Толстое брюхо монаха и стрелы, летящие из таинственной сени ветвей… в начале шестидесятых годов, во время краткого перерыва меж двумя контрактами, я попытался написать — исключительно ради собственного удовольствия — сценарий для фильма о Робин Гуде. Главной моей ошибкой было то, что я сделал свою (в значительной степени мною же и придуманную) версию этой легенды сугубо реалистической, лишённой всякой романтики. Примечательно, что этот мой шарик даже не смог оторваться от земли: никому из тех, кто видел сценарий, он не понравился. И точно так же, как мне в то время не удалось разглядеть связь сценария с моим собственным прошлым, я не сумел увидеть, почему мы превратили этот архетип национального мифа, возможно единственного, кроме истории Христа, хранимого в душе каждого англичанина от рождения до смерти, в тему для дневных телесериалов и рекламных картинок на коробках с овсянкой, для Уолтов Диснеев и Эрролов Флиннов наших дней. Миф этот основан на тайне, и поэтому мы таим ото всех его истинное значение с тех самых пор, как он впервые зародился — в народных балладах и слухах, передававшихся из уст в уста, — хотя именно то, что рождён он в народе, а не в уме какой-то отдельной личности, выдаёт нас с головой. Он по самой глубинной своей сути говорит о том, что это такое — быть англичанином, и не следует нам это замазывать, принижать его значение, отвергать или добродушно высмеивать… он — для вечных детей, а не для нынешних взрослых.

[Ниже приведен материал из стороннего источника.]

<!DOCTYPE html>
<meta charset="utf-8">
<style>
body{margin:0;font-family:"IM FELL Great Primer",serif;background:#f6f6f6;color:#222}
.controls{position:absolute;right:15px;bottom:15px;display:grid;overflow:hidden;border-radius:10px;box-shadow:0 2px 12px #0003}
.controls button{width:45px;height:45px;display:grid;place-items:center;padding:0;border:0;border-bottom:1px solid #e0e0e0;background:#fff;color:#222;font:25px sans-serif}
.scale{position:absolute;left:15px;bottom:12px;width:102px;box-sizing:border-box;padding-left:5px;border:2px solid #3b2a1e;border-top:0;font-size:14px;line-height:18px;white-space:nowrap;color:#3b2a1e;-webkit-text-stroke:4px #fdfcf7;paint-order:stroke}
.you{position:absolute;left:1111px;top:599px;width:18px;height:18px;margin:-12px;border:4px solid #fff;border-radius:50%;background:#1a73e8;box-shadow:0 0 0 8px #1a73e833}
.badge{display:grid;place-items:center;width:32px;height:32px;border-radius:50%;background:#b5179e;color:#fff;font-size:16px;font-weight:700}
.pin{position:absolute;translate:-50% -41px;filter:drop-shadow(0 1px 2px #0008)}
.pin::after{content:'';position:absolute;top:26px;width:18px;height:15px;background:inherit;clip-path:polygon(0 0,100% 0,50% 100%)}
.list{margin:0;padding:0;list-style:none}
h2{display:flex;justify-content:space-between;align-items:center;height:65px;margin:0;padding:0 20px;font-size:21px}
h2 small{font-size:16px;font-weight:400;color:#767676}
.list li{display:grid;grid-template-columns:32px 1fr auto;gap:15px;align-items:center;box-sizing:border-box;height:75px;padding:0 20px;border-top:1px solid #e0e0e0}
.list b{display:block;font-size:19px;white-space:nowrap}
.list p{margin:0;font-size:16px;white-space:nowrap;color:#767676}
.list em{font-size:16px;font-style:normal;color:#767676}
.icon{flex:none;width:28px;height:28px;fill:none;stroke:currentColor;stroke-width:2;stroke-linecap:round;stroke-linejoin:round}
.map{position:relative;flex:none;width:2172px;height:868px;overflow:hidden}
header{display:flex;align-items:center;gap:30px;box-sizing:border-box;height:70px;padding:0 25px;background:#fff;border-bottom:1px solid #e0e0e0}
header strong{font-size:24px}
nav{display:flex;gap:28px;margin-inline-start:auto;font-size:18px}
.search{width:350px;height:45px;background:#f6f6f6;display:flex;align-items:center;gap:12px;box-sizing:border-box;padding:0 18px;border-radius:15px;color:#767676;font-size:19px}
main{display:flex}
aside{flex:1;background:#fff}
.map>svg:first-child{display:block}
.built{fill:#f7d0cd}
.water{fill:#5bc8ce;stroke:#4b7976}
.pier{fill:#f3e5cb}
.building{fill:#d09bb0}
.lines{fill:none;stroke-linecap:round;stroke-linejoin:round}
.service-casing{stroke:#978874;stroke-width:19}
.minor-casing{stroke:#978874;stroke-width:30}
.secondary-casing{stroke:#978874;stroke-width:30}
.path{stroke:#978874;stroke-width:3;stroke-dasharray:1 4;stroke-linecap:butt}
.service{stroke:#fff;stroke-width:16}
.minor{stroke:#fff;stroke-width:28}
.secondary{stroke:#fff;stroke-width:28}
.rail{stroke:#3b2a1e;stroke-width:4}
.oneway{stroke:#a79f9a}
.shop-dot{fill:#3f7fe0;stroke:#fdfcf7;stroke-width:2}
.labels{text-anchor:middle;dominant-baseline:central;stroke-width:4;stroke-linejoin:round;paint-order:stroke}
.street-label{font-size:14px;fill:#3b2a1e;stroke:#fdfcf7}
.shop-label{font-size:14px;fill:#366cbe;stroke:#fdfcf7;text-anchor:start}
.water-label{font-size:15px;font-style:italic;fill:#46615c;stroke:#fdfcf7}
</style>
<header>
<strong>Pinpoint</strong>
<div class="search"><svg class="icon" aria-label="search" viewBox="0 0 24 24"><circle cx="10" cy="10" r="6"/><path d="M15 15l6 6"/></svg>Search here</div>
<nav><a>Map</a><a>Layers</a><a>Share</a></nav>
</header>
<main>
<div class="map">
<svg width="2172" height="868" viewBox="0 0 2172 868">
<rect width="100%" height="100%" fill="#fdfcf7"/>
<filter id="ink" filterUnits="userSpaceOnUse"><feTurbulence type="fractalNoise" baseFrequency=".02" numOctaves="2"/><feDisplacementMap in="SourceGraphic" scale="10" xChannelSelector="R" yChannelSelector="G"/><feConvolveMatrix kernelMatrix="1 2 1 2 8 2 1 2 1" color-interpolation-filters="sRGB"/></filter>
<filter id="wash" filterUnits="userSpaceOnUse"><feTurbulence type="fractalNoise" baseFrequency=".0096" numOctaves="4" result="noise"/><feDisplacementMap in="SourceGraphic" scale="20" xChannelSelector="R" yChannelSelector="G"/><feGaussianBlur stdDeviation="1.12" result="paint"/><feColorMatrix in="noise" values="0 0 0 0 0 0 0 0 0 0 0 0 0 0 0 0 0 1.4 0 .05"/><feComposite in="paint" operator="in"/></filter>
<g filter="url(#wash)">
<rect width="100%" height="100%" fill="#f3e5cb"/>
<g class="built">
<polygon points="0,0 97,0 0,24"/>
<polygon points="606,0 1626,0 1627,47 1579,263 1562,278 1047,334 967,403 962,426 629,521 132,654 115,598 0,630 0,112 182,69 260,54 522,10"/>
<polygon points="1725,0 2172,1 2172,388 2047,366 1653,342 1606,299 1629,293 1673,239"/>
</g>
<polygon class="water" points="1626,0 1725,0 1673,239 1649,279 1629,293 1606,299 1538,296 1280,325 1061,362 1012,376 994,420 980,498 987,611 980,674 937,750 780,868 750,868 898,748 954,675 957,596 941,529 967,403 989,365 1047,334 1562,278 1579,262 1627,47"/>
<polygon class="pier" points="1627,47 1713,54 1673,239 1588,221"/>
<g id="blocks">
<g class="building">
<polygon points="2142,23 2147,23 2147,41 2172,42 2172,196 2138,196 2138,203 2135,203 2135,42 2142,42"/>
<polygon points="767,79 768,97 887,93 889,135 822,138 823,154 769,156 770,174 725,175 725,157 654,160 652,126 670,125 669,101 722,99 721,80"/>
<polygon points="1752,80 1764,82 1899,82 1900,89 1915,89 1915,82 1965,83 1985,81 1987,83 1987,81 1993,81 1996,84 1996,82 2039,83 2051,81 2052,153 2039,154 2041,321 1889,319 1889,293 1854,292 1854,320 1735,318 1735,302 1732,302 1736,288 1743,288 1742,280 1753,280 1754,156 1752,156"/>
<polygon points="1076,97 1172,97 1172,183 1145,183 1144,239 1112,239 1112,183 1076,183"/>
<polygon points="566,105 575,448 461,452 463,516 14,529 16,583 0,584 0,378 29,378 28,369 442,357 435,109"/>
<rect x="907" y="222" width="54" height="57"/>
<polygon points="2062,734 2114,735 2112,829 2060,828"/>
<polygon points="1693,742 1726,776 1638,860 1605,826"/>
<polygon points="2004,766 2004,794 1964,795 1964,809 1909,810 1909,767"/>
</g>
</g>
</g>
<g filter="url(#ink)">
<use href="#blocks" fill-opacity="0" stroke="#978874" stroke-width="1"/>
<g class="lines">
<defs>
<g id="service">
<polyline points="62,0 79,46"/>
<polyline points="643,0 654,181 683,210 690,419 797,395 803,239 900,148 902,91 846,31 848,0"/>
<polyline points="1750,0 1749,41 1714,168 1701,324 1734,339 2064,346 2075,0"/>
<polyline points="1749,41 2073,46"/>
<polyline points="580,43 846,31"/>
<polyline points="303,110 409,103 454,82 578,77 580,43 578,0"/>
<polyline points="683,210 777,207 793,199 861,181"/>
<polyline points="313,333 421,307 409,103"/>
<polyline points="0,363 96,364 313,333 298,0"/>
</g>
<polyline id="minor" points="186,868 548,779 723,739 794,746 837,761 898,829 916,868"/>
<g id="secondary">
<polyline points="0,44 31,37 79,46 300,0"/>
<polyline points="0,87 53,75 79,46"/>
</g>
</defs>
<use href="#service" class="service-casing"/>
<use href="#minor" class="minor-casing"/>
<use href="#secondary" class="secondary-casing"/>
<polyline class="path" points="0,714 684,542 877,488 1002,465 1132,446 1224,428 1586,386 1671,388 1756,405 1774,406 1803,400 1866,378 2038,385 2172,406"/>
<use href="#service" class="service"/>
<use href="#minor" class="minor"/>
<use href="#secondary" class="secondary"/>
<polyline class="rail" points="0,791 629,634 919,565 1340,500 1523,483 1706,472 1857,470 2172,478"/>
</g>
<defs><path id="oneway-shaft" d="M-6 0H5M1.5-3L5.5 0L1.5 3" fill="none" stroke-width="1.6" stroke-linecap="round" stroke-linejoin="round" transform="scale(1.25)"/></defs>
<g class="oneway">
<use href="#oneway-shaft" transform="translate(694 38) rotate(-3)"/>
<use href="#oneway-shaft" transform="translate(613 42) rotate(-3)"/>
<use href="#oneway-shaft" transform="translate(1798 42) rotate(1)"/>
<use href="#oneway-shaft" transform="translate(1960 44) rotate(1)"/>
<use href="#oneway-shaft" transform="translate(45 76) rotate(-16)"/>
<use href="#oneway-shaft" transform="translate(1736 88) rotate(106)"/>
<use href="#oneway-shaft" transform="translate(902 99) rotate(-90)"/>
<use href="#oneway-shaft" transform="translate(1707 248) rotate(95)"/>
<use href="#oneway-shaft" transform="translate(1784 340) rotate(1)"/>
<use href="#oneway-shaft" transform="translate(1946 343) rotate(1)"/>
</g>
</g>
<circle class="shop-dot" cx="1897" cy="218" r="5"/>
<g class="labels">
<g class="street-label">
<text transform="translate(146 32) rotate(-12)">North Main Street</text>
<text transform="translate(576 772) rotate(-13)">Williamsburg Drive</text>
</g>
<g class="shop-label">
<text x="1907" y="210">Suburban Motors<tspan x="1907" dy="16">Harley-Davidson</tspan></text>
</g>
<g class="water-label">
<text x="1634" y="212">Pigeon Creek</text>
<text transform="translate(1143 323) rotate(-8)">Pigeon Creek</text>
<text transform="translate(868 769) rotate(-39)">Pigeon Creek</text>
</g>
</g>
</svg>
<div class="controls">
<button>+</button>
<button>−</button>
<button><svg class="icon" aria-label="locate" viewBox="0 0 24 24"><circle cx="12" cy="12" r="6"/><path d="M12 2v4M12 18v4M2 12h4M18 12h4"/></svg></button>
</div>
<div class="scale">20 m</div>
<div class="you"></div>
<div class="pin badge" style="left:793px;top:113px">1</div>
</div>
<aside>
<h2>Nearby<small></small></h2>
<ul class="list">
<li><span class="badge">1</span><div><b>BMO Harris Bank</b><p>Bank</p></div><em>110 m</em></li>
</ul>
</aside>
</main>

Помимо всего прочего, он гораздо более соотносится с опытом художественного творчества вообще, чем вошедшие в моду у некоторых английских и американских писателей параллели с деяниями Творца, упомянутого в первом абзаце этой главы. Если Бог существует, он (она, оно?), должно быть, высокомерно и холодно безразличен к целому ряду вещей, которые для отдельных мыслящих и чувствующих пылинок материи имеют наипервейшее значение, таких как страдание, равенство, справедливость и всё остальное в том же духе. Единственная выдерживающая критику параллель с божеством может быть проведена, если иметь в виду совершенно случайного, нетипичного писателя, артиста, художника, который строит своё творение, опираясь на чисто случайные, взятые наугад принципы, а следовательно, вовсе его не строит… и даже тогда этот гипотетический Бог будет явно использовать в игре настолько усложнённые кости, что аналогия абсолютно бессмысленна.
Единственный принцип, которого обычный писатель стремится избежать в своей работе, по крайней мере исключить из законченного текста, — это как раз принцип случайности. Он рассчитывает, планирует, даже борется там, где великий Предельный Вопрос бытия равнодушен и оставляет всё на волю случая; поэтому окончательный, тщательно отделанный продукт, хотя бы по намерению, выходит прочно сбитым и строго отвечающим плану, как станок или дом, построенный по проекту архитектора. И никогда писатель не творит ex nihilo, но из хранимых в памяти историй, из пережитого опыта; так что он компонует детали или делает выводы из известного, даже когда пишет о том, чего никогда не было, или о том, чего никогда не может быть.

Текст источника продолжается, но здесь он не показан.